0

I am wondering how the memory layout for this class (its object) would look like:

class MyClass
{
    string myString;

    int myInt;

    public MyClass(string str, int i)
    {
        myString = str;
        myInt = i;
    }
}

MyClass obj = new MyClass("hello", 42);

Could anyone visualize that?

Update:

Based on the answer from Olivier Rogier and the comments from ckuri and Jon Skeet I tried to come up with a high level chart, heavily influenced by the devblog article mentioned by ckuri.

So to my understanding:

  1. obj (8 bytes reference) points to the object including metadata (actually not to its beginning, but let's ignore that for simplicity).

  2. At this place the myInt is stored and the myString reference value (which is the reference to the real string value)

enter image description here

I don't want to got into the last details, but what I am still curious about:

  1. If obj.myString shall be accessed, are there two "lookups" necessary, e.g. first looking up obj, then following it and looking up myString or is there something like a global address table where the address for obj.myString is directly stored?

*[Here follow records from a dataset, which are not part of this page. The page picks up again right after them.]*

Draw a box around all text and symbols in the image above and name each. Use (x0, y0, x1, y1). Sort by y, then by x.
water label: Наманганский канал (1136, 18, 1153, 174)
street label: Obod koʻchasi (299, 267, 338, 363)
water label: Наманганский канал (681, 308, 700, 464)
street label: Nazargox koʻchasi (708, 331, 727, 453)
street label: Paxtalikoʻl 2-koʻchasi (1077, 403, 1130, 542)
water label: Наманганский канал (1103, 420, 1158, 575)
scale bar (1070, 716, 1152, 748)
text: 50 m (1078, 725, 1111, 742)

  2. Where is the reference value of obj stored? Is it part of the program object block like myString is part of the obj object block? (assuming obj is created inside an instance program)

stefan.at.kotlin
  • 15,347
  • 38
  • 147
  • 270
  • 1
    I am very confused as to what you are asking – maccettura Oct 14 '19 at 19:09
  • 1
    Possible duplicate of https://stackoverflow.com/questions/8951828/clr-class-memory-layout – Jay Buckman Oct 14 '19 at 19:11
  • What does "shall be accessed" mean in your second question numbered (1) ? Can you give an example of "access"? Also I do not understand what you mean by "global address table". – Eric Lippert Oct 14 '19 at 22:16
  • Also it would be helpful to understand your purpose in asking these questions; the vast majority of C# developers never have to worry about this stuff. Is there some deeper problem that you're trying to solve here? If so, say what that problem is and we can help you attack it directly. – Eric Lippert Oct 14 '19 at 22:28
  • Also, your diagram does not correctly show the structure of the string object, which is considerably more complex than you've shown here; do you care about that? – Eric Lippert Oct 14 '19 at 22:29
  • @EricLippert: I fixed the visualization, the string now comes before the int (like in the source code). Will check your reply. would also be interested how the string object looks like. no special problem I am trying to solve, just learning and curiousity. – stefan.at.kotlin Oct 16 '19 at 18:32
  • Matt Warren -- the MVP, not the C# compiler architect -- has a good post that gives the basics of the string layout. https://mattwarren.org/2016/05/31/Strings-and-the-CLR-a-Special-Relationship/. If you want historical perspective on the provenance of length-prefixed strings in Microsoft developer tools see my 2003 article on the subject: https://ericlippert.com/2003/09/12/erics-complete-guide-to-bstr-semantics/ – Eric Lippert Oct 16 '19 at 19:25

2 Answers2

3

At this place the myInt is stored and the myString reference value (which is the reference to the real string value)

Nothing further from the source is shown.